*科学にはなぜ身体が機械とおもえるのか第10回
俺が松の木の姿を目の当たりにしているとき、俺の前方数十メートルの場所に実在している、見ることも触れることもできない「ほんとうの松の木」から、「ほんとうの松の木」についての情報が、神経、脳をへて、俺の心にまで伝達されていると科学は考え、 眼球、神経、脳へと至るその神経経路を伝導する電気的興奮(これは事実)を、「ほんとうの松の木」についての情報を伝達しているものと説きますが、そうした電気的興奮の伝導は、電気的興奮の伝導以外の何ものでもなく、「ほんとうの松の木」についての情報を伝達してはいないと申しました。
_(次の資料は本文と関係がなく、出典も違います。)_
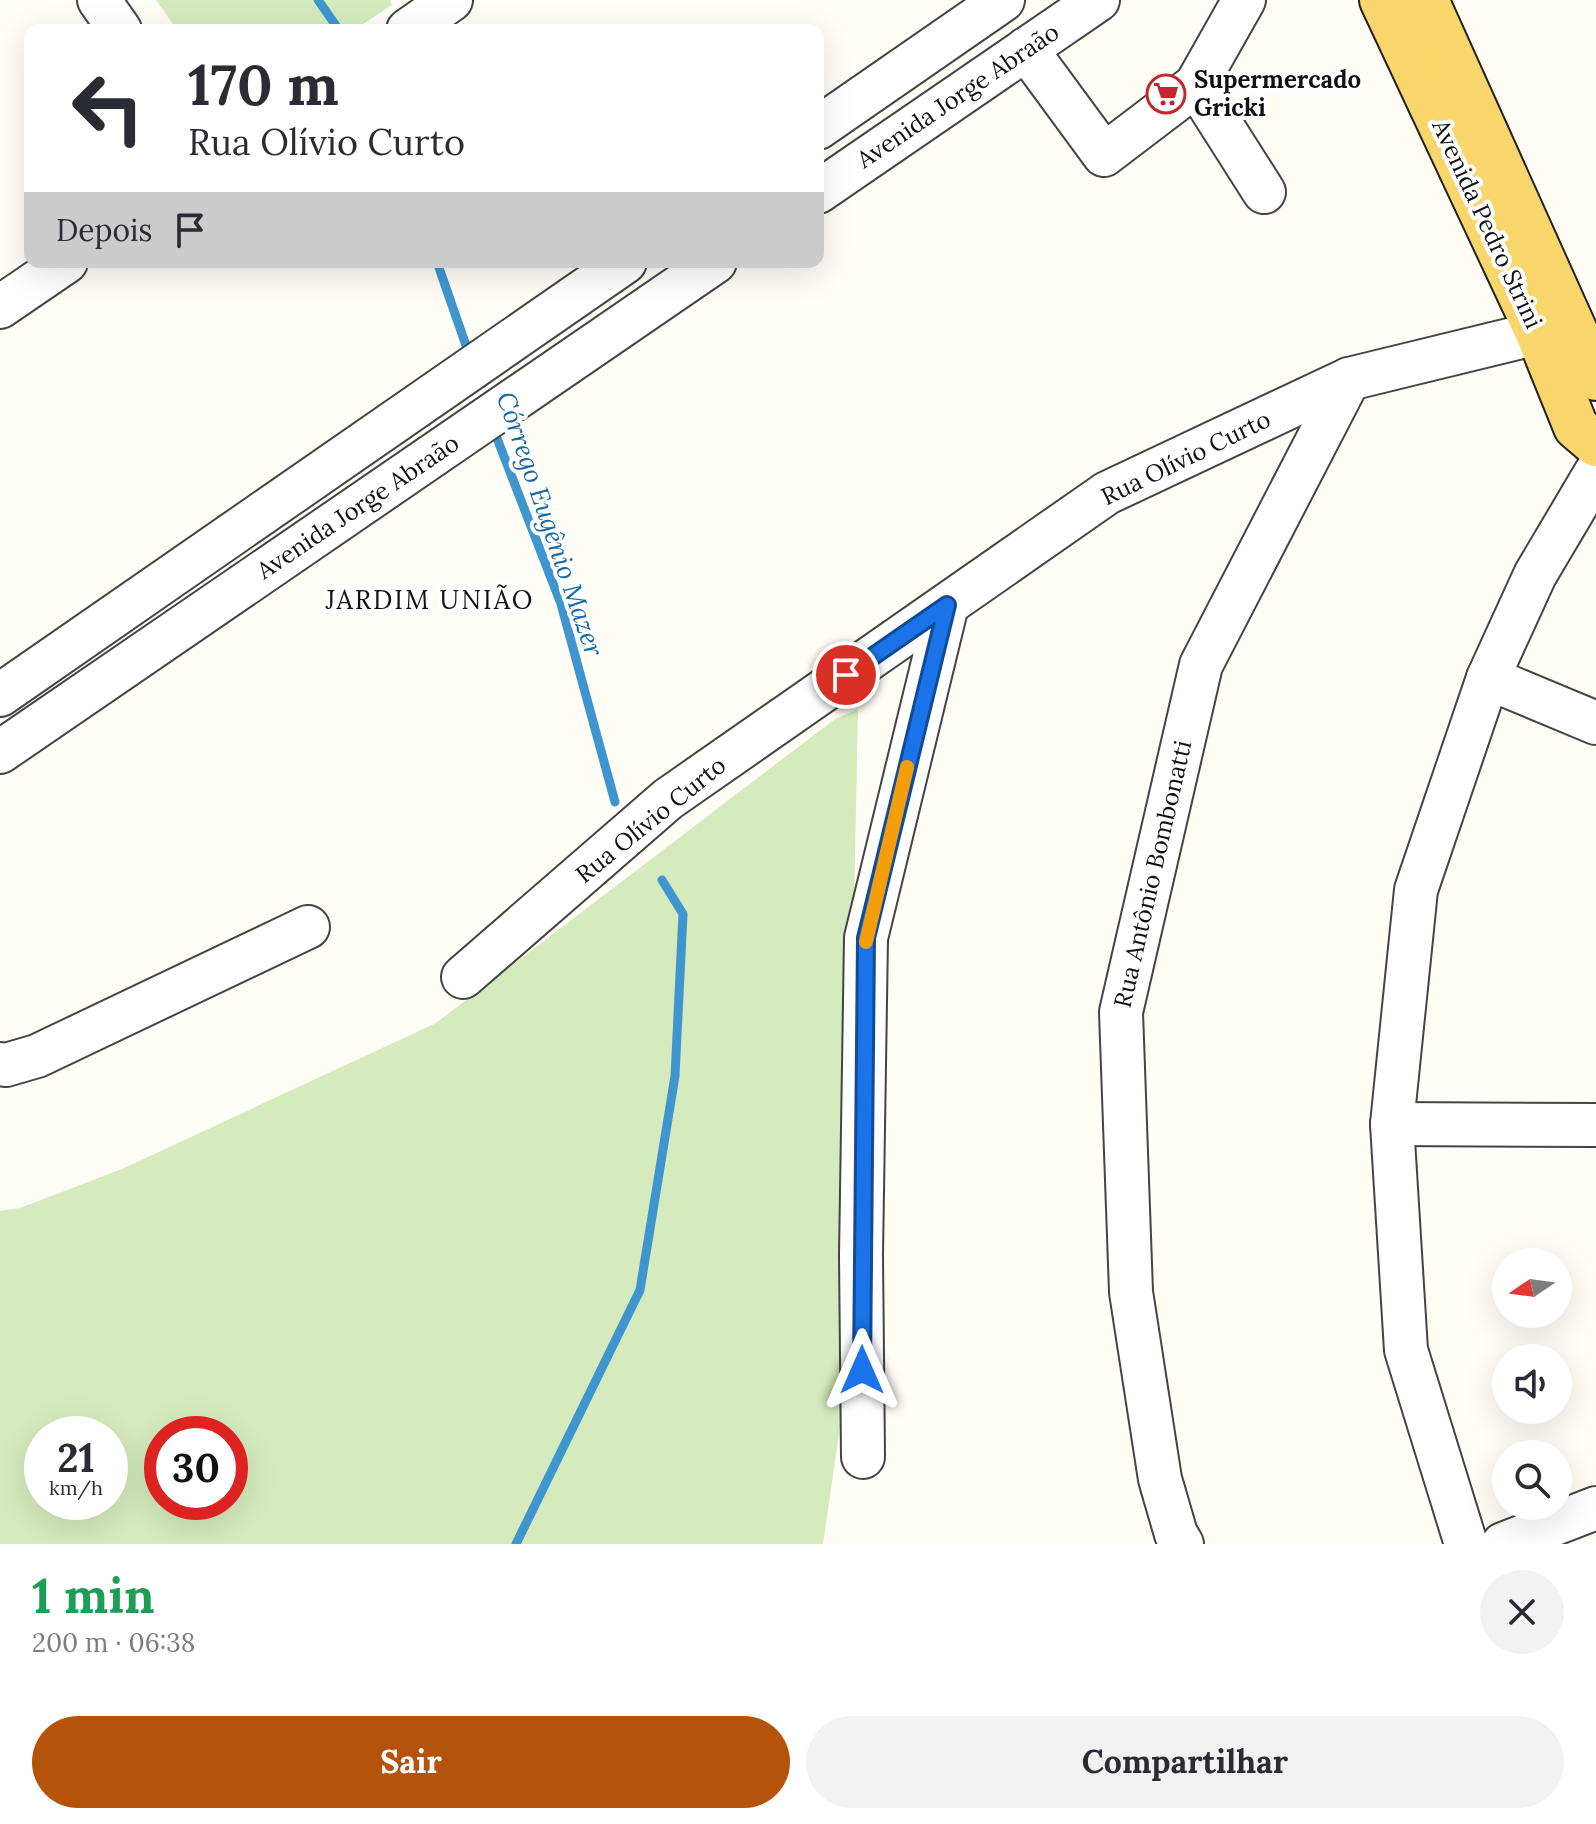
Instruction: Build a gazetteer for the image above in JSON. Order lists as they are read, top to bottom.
{
  "streets": {
    "main road": ["Avenida Pedro Strini"],
    "street": ["Avenida Jorge Abraão", "Rua Olívio Curto", "Rua Antônio Bombonatti"]
  },
  "crossings": [
    ["Avenida Pedro Strini", "Rua Olívio Curto"],
    ["Rua Olívio Curto", "Rua Antônio Bombonatti"]
  ],
  "districts": ["JARDIM UNIÃO"],
  "water": ["Córrego Eugênio Mazer"],
  "places": {
    "supermarket": ["Supermercado Gricki"]
  },
  "north": "left",
  "page": {
    "turn": ["170 m", "Rua Olívio Curto"],
    "then": "Depois",
    "speed": "21 km/h",
    "limit": "30",
    "heading": ["1 min", "200 m · 06:38"],
    "buttons": ["Sair", "Compartilhar"]
  }
}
では、眼球からはじまり脳に至るその神経経路は、情報を伝達していないのなら、電気的興奮を伝導することでいったい何をしているのでしょうか。
眼球からはじまり脳に至る神経経路は、そのように電気的興奮を伝導することで、前方数十メートルの場所にある松の木と、「共にどのように在るか」というひとつの問いに一瞬ごとに答え合っていると言えます (このとき「共にどのように在るか」というこの問いに一瞬ごとに答え合っているのは、chapter1で見ましたように、これらふたつには限られませんが、ここでは事を簡単に見るためこのふたつに話をしぼります)。
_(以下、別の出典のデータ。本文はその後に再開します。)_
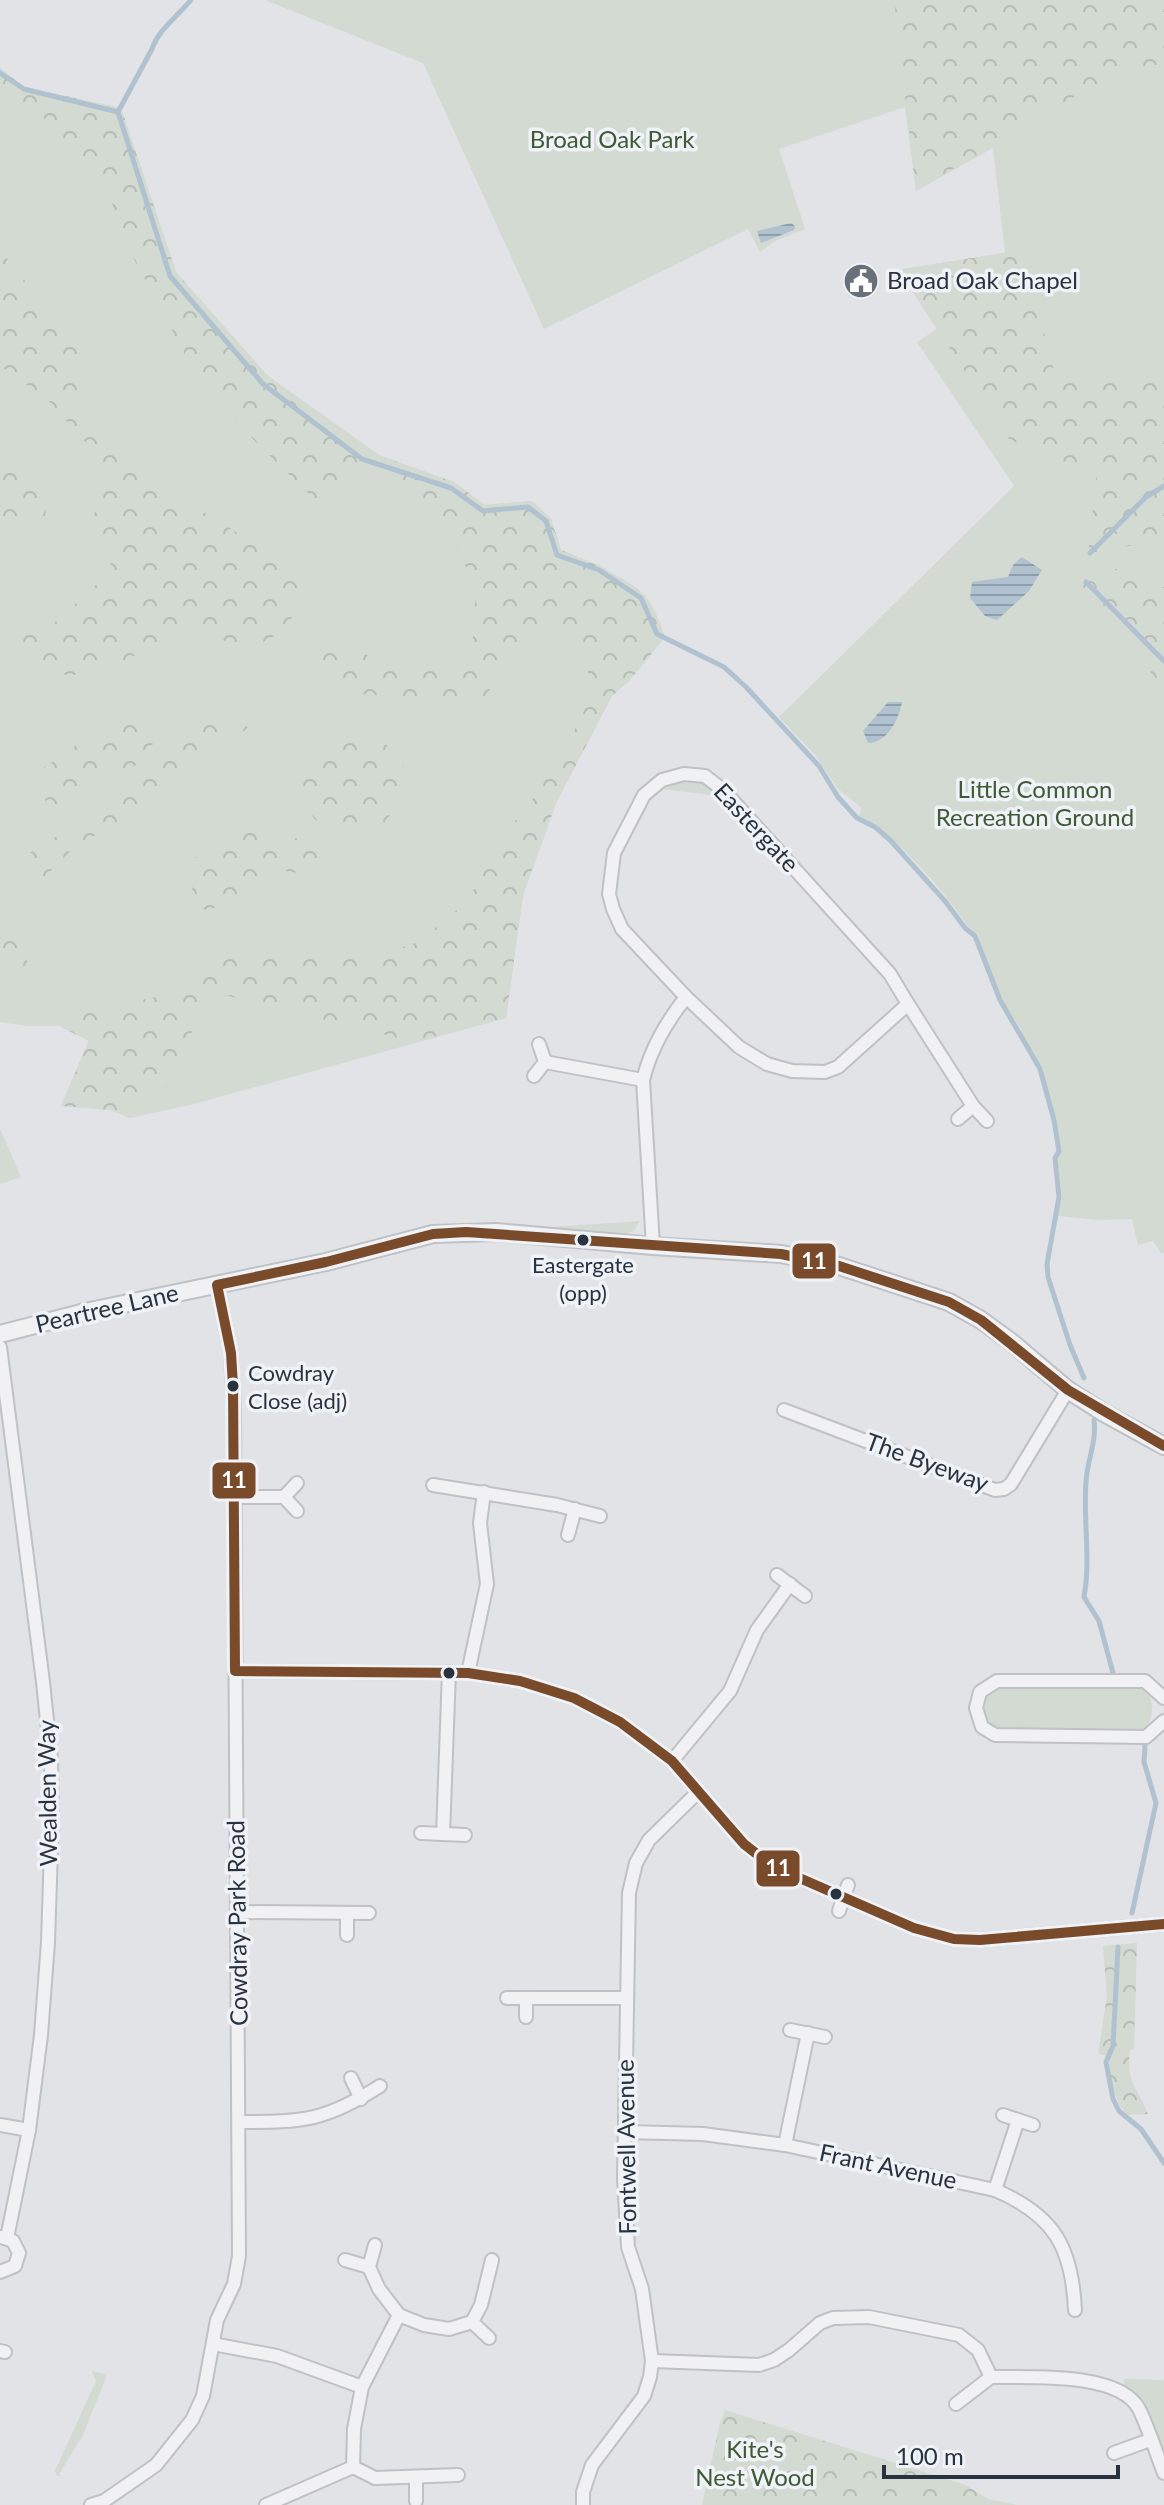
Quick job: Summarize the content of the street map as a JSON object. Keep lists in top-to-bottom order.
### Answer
{
  "streets": {
    "street": [
      "Eastergate",
      "Peartree Lane",
      "The Byeway",
      "Wealden Way",
      "Cowdray Park Road",
      "Fontwell Avenue",
      "Frant Avenue"
    ]
  },
  "crossings": [
    ["Peartree Lane", "The Byeway"],
    ["Peartree Lane", "Cowdray Park Road"],
    ["Fontwell Avenue", "Frant Avenue"]
  ],
  "parks": ["Broad Oak Park", "Little Common Recreation Ground", "Kite's Nest Wood"],
  "places": {
    "public building": ["Broad Oak Chapel"],
    "other": ["Eastergate (opp)", "Cowdray Close (adj)"]
  },
  "lines": ["transit line 11"],
  "scale_bar": "100 m"
}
俺が木目までくっきりとした、ある大きさの松の木の姿を目の当たりにしているとしますと、そのとき、「共にどのように在るか」というひとつの問いに、眼球から脳に至るその神経経路は電気的興奮の伝導をもって答えているいっぽう、俺の目の前数十メートルの場所にある松の木のほうは、木目までくっきりとした姿をとることをもって答えているというわけです。
「身体の物的部分」各所の受容体からはじまり、神経をへて、脳に至る神経経路を伝導する電気的興奮についてもこれと同じことが言えます。
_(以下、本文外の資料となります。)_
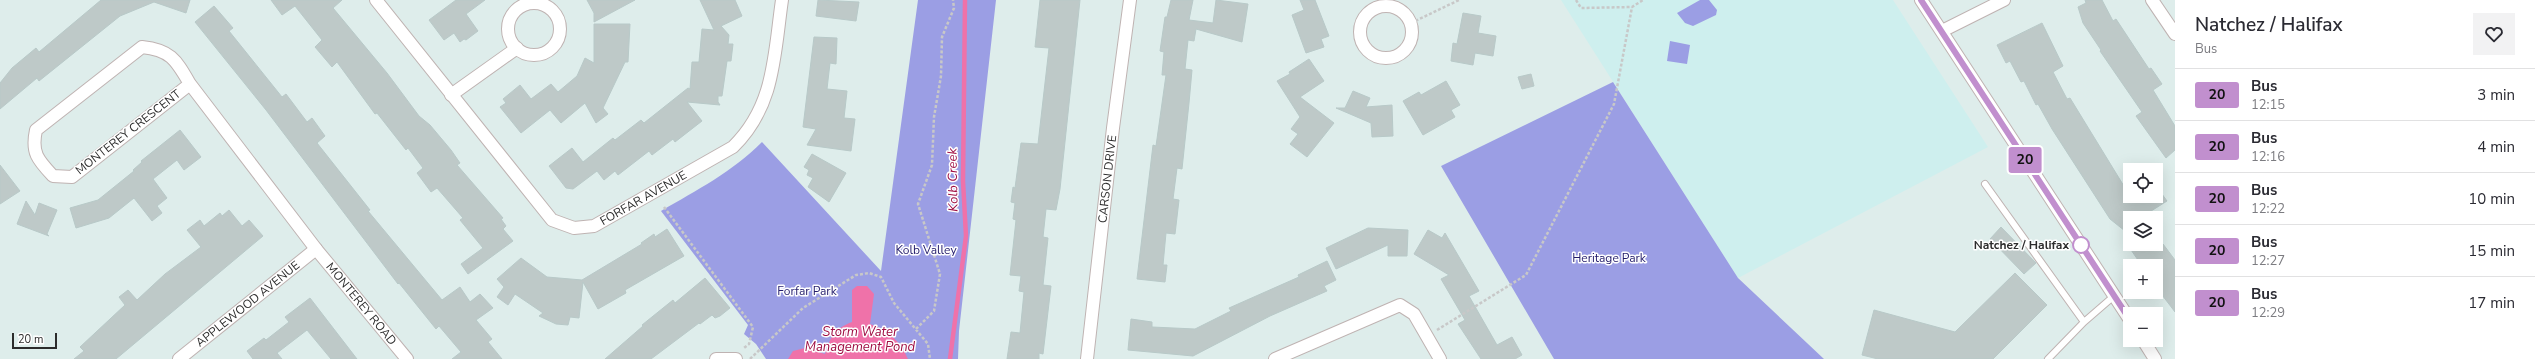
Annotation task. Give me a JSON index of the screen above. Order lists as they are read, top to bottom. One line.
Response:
{"streets":{"street":["MONTEREY CRESCENT","CARSON DRIVE","FORFAR AVENUE","APPLEWOOD AVENUE","MONTEREY ROAD"]},"crossings":[["MONTEREY CRESCENT","APPLEWOOD AVENUE"],["MONTEREY CRESCENT","MONTEREY ROAD"],["APPLEWOOD AVENUE","MONTEREY ROAD"]],"water":["Kolb Creek","Storm Water Management Pond"],"parks":["Kolb Valley","Heritage Park","Forfar Park"],"places":["Natchez / Halifax"],"lines":["bus line 20"],"scale_bar":"20 m","page":{"on_map":"20","heading":["Natchez / Halifax","Bus"],"list":[{"mark":"20","name":"Bus","note":"12:15","value":"3 min"},{"mark":"20","name":"Bus","note":"12:16","value":"4 min"},{"mark":"20","name":"Bus","note":"12:22","value":"10 min"},{"mark":"20","name":"Bus","note":"12:27","value":"15 min"},{"mark":"20","name":"Bus","note":"12:29","value":"17 min"}],"map_buttons":["+","−"],"scale":"20 m"}}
科学は、「ほんとうの身体の物的部分」各所の受容体から、「ほんとうの身体の物的部分」についての情報が、神経、脳をへて、俺の心のなかへ伝達されるとし、「身体の物的部分」各所からはじまって脳へ至るこの神経経路を伝導する電気的興奮(これは事実)を、「ほんとうの身体の物的部分」についての情報の伝達とします。が、そうした電気的興奮の伝導は、電気的興奮の伝導以外の何ものでもなく、「ほんとうの身体の物的部分」についての情報を伝達などしてはいないと先に申しました。
では、「身体の物的部分」各所からはじまり脳に至るその神経経路は、情報伝達をしているのでなければ、電気的興奮を伝導することでいったい何をしているのでしょうか。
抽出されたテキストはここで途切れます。